The policy recommends that a code should address, stewardship of company assets, confidential information, conflicts of interest and ensuring that the individuals to whom it applies comply “with laws, rules and regulations” and “reporting of any illegal or unethical behaviour.” The recommended code is internally focused, referring to “directors, officers and employees of the issuer.” To a large extent the model code appears to address the financial interests investors, and to a lesser extent employees and managers of publicly traded companies.
Times have changed since 2005. What constitutes ethical corporate behaviour has expanded drastically since that time, as have the concepts of “corporate social responsibility”, “good governance” and what constitutes being a “good corporate citizen.” This change has been driven partially by legislation and partially by changes in public ideals.
A brief examination of several corporate codes of conduct of Canadian publicly traded companies reveals that the codes address a much broader range of issues including diversity and equality, human rights, the environment, harassment and violence in the work place – and they have not dropped the original concepts of stewardship of assets, conflict of interest and financial controls found in the original template.
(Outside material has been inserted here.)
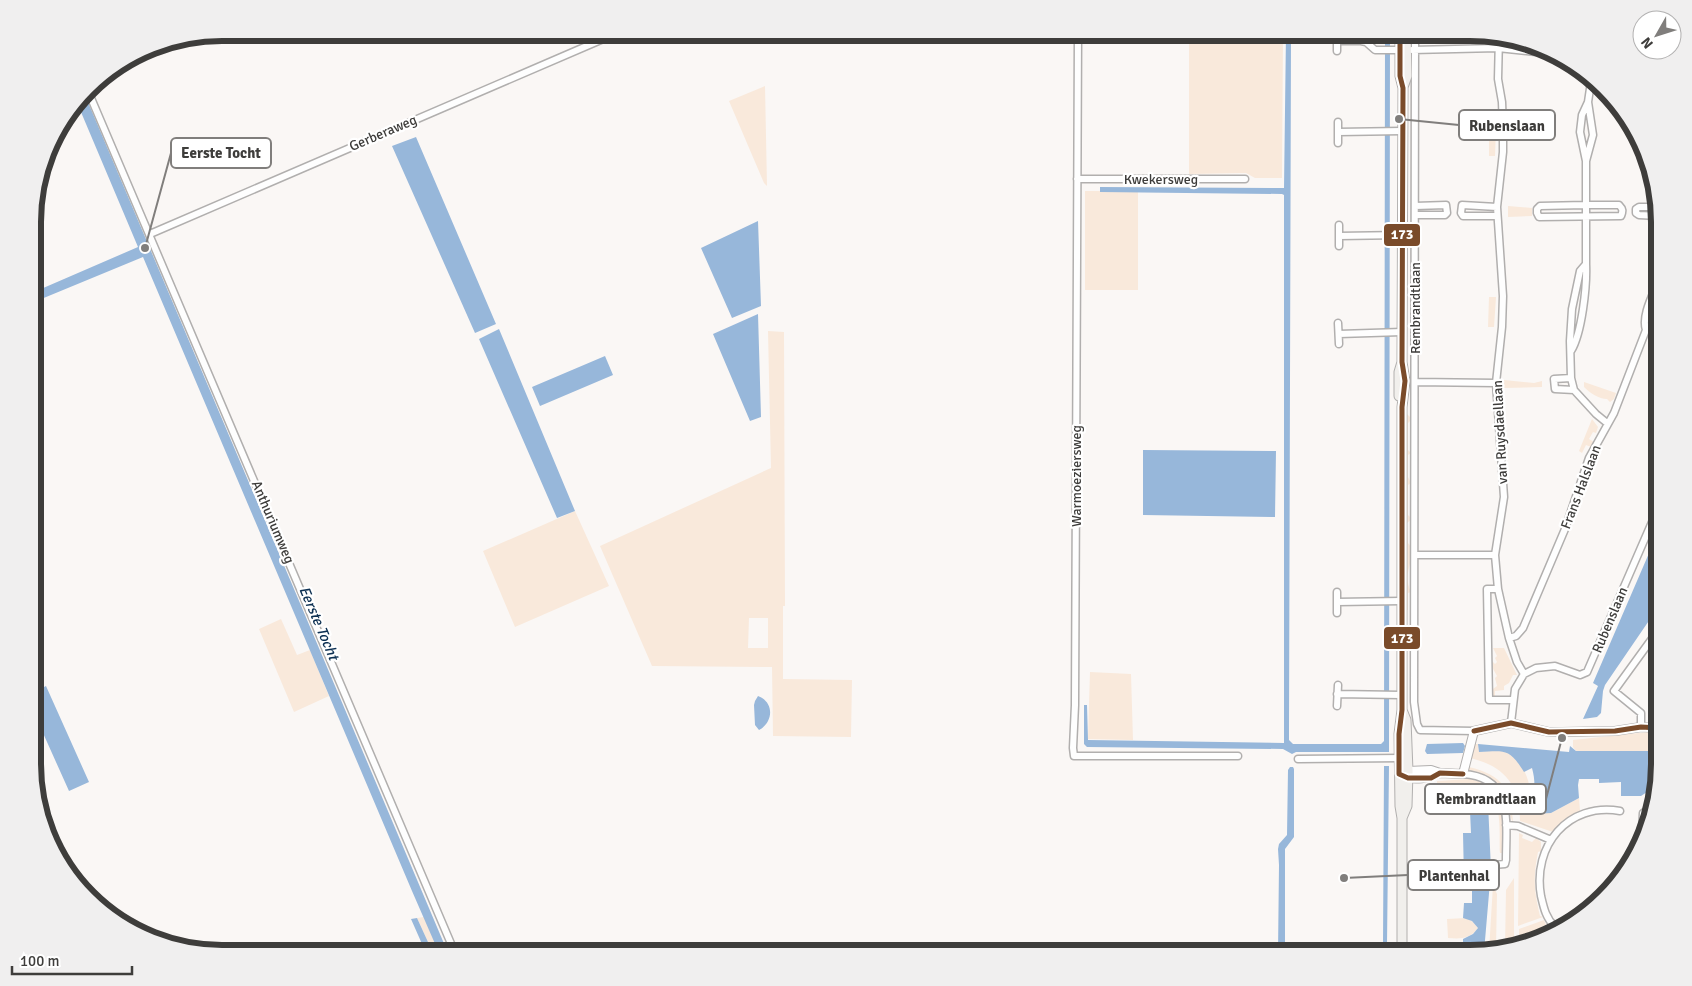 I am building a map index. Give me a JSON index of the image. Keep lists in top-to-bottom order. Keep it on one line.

Indeed compliance “with laws, rules and regulations” has expanded to include everything from anti-corruption legislation to environmental regulations.
What is more important from the perspective of enhanced due diligence is that these publicly traded companies implicitly or explicitly require suppliers, contractors and other third-parties with whom they do business to adopt the standards set out in their code.
If an organization expects its suppliers, contractors, etc. to conduct their affairs in ways that accord with the organization’s code of ethics, then it follows that the organization may wish to assess the third-party’s background in light of its code of conduct when commencing its business relationship and through its ongoing maintenance of that relationship. There is a significant amount of publicly available information that can assist a publicly traded company in performing that assessment. Much of it is relatively inexpensive to obtain.
Of course, the credibility of all of the information obtained in an enhanced due diligence exercise must be assessed and it must be contextualized. Further, legal advice with respect to contractual relationships and privacy legislation should be obtained prior to conducting any type of investigation.
Notwithstanding these caveats, enhanced due diligence and open source information gathering can be a useful way of identifying risks and assessing compliance in relation to corporate codes of conduct.